In the last 24 hours, two articles related to code benchmarking showed up on my Twitter timeline, where the authors describe the optimization of a tiny bit of code via successive benchmarks. Both articles immediately triggered the same reaction in my head: "WTF, this is wrong! Why did they wrote this in the first place, and why do they focus on optimizing this bad solution?"

The second article even ends up with a solution that not only does not solve the original problem, but is really suboptimal. So in true xkcd #386 fashion I had to do something about it!

Both articles show that benchmark-driven optimization can lead people to focus on incrementally improving what is there rather than taking a step back and thinking about the original problem in a different way.

Sum of fizz and buzz

The first article, "What I learned from writing six functions that all did the same thing", describes a variant of Fizz buzz: given a number n, return the sum of all multiples of 3 & 5 that are between 0 and n. The initial solution is to build an array of multiples of 3 or 5, and then sum the members of this array. WTF? Two loops and an array? How can one even come up with this solution in the first place?

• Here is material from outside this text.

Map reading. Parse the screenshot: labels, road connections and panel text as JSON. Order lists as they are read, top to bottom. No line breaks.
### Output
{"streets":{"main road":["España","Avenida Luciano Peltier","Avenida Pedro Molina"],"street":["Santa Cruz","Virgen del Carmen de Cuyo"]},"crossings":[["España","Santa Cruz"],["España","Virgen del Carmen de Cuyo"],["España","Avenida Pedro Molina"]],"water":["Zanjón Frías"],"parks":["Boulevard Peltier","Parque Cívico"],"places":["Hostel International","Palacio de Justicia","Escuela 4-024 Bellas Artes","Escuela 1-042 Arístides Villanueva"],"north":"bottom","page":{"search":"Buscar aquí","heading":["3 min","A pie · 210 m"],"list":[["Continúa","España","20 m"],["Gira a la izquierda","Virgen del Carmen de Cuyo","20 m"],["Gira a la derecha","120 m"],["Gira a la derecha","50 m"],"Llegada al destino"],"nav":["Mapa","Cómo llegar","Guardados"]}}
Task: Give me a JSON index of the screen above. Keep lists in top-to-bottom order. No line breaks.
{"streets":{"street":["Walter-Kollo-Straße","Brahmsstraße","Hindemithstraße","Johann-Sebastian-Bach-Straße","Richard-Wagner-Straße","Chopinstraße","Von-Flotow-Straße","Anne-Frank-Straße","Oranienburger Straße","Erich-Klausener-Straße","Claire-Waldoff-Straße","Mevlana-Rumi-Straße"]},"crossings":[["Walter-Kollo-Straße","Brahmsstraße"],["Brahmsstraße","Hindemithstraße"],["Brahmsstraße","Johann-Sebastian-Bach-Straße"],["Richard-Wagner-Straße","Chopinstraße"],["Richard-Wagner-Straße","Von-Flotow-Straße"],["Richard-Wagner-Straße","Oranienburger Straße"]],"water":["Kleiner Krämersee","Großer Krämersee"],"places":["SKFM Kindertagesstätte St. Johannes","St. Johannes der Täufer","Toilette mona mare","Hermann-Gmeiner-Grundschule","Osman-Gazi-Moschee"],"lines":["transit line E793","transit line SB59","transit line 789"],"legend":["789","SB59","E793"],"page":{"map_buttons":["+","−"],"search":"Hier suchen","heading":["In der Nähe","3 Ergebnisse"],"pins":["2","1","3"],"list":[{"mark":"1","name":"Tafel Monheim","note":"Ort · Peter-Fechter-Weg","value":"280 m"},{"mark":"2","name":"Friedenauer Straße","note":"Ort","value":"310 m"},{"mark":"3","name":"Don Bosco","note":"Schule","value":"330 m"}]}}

Reading the code, it seems trivial that the array not only useless but harmful by requiring memory allocation and two loops! After many incremental improvements to the sum of the array elements, the author finally takes a step back and replaces it by a single loop where the sum computed on the fly.

And he feels like a champion since it's 28 times faster... until someone comes up with the fact that it can be solved by adding/subtracting the sum of arithmetic progressions with common difference of 3, 5 & 15 (some math we learn in high school in France).

This article ends on a positive note though: even if there were 3 versions focusing on an incremental approach of the bad part of the solution (the array), the author finally takes a step back to consider things from a different angle, and ends up with a decent solution even if we could further reduce the number of useless iterations in the loop.

A loop that should have been a lookup table

The second article, "All The Small Things - JVM Profiling Lessons From The Trenches" starts by analyzing memory allocation in the CouchBase client library, wondering why there are so many allocations of an array of enums. The finding is that in Java, SomeEnumType.values() allocates an array at each call.

Allocating an array for a list of constants?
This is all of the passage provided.